In the US, culture is a part of our educational programs and services. For example, in school districts across the US, several different languages are spoken among families and English is the second language or not spoken at all. The different languages indicate that there are different cultures present in the school community. Thus, culture is a dynamic that a school counselor must learn to navigate as they work to provide and evaluate the school counseling program and services.

Recognizing that any evaluation of educational programs in the US requires skills and abilities to navigate the cultural dynamics of the community, the American Evaluation Association developed competencies for evaluators. Referred to as the Statement on Cultural Competence in Evaluation (American

Evaluation Association, 2011), the document asserts the importance of recognizing the presence of culture in evaluation and, for those that evaluate programs, to find ways to develop and implement what is referred to as culturally responsive evaluation.

Interestingly for school counselors, the fields of counseling, psychology, and healthcare have done considerable work over the last 30+ years in recognizing the importance of culture to these professional practices. As a discipline and field, evaluation has learned from the work of the mental health fields to inform the Statement on Cultural Competence in Evaluation and to implore the evaluation community to work toward culturally responsive evaluation (Trevisan & Carey, 2019).

A strong recommendation in the literature on culturally responsive evaluation is to engage stakeholders in the evaluation. We will further discuss the importance of culture and ways to address culture in school counseling evaluation in Chapter 3, the chapter on the importance of stakeholder engagement.
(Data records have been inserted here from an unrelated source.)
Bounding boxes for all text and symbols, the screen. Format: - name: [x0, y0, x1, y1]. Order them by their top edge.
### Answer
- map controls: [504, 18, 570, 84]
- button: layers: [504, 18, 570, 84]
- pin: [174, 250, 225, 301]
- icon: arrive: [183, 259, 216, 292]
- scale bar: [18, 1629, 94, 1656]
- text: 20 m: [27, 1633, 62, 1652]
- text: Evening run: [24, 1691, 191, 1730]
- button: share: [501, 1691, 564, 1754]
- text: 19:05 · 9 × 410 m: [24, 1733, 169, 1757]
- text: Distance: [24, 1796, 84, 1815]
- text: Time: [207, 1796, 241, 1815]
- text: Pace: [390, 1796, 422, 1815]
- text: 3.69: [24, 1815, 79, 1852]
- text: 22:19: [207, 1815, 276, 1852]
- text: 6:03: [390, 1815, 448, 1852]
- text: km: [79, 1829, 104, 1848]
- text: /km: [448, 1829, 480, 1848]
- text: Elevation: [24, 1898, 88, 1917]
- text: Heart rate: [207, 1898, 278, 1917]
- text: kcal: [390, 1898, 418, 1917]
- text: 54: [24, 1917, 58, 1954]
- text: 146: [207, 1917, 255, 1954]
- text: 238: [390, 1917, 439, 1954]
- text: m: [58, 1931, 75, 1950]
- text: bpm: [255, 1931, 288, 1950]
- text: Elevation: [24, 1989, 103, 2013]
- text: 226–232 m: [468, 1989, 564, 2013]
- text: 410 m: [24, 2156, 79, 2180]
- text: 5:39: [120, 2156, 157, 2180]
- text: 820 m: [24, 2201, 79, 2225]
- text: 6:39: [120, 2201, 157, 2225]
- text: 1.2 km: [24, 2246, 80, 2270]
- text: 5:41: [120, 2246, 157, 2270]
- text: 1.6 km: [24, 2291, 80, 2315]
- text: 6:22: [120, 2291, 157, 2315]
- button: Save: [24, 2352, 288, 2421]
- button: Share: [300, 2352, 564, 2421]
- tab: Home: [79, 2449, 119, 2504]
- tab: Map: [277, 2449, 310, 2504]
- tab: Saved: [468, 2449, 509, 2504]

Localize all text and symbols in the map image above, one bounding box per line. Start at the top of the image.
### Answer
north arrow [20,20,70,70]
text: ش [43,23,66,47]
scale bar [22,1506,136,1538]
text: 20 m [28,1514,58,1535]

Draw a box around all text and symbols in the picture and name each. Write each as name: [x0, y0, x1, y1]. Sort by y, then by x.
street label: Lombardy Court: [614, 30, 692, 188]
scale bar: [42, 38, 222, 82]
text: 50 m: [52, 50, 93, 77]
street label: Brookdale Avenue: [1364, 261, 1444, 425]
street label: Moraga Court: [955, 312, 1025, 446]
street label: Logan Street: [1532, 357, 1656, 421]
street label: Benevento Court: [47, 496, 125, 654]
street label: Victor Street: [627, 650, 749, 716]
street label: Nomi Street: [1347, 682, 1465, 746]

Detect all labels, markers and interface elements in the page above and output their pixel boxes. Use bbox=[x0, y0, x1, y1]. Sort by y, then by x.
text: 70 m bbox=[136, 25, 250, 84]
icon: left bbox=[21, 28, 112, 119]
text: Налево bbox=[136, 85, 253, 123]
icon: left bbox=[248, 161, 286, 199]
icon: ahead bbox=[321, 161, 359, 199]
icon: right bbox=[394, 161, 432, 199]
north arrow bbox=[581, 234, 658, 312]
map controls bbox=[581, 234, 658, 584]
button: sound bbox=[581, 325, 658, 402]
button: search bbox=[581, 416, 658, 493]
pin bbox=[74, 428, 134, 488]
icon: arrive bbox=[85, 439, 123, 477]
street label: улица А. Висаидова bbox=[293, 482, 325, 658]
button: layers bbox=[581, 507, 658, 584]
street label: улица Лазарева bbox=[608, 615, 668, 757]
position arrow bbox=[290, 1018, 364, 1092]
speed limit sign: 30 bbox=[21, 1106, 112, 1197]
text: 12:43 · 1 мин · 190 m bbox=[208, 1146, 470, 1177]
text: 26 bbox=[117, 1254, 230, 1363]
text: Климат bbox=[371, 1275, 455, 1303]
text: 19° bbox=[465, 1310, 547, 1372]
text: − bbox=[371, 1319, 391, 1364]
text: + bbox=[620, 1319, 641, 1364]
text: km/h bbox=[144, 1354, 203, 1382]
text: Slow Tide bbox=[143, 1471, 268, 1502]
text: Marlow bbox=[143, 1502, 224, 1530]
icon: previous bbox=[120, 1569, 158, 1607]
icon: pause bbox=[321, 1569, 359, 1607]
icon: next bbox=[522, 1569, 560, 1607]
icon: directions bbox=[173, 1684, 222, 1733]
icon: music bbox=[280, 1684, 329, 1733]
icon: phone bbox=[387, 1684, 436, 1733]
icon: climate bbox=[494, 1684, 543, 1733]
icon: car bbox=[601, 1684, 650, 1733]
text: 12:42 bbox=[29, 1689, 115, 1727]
We will also provide recommendations on culturally responsive evaluation in the other chapters focused on the components of the school counseling evaluation framework.


This chapter developed the concept of evaluation by providing a rigorously constructed definition of evaluation, a definition that was constructed with broad input from many different professional organizations, including the АСА; distinguished evaluation from social science research; and detailed the purposes and types of evaluation relevant for school counselors. Further, an evaluation framework was provided that forms the basis for the evaluation work of school counselors and is the major focus of this book. The chapter made an initial connection between the disciplines and fields of school counseling and evaluation. Content highlights include

  • • Purposes for evaluation that include program improvement and assessment of impact.
  • • Formative evaluation and summative evaluation to address the above, respectively.
  • • Distinguishing features of evaluation that differentiate it from social science research which include stakeholder engagement and a focus on providing information for decision-making about a program or policy.
  • • An evaluation framework that includes (1) stakeholder involvement, (2) the development of a theory of action or logic model, (3) evaluation questions, (4) evaluation design and methods, (5) data analysis and findings, and (6) communication and use of the evaluation results.
  • • Standards that signal quality in evaluation work.
  • • The importance of conducting culturally responsive evaluation.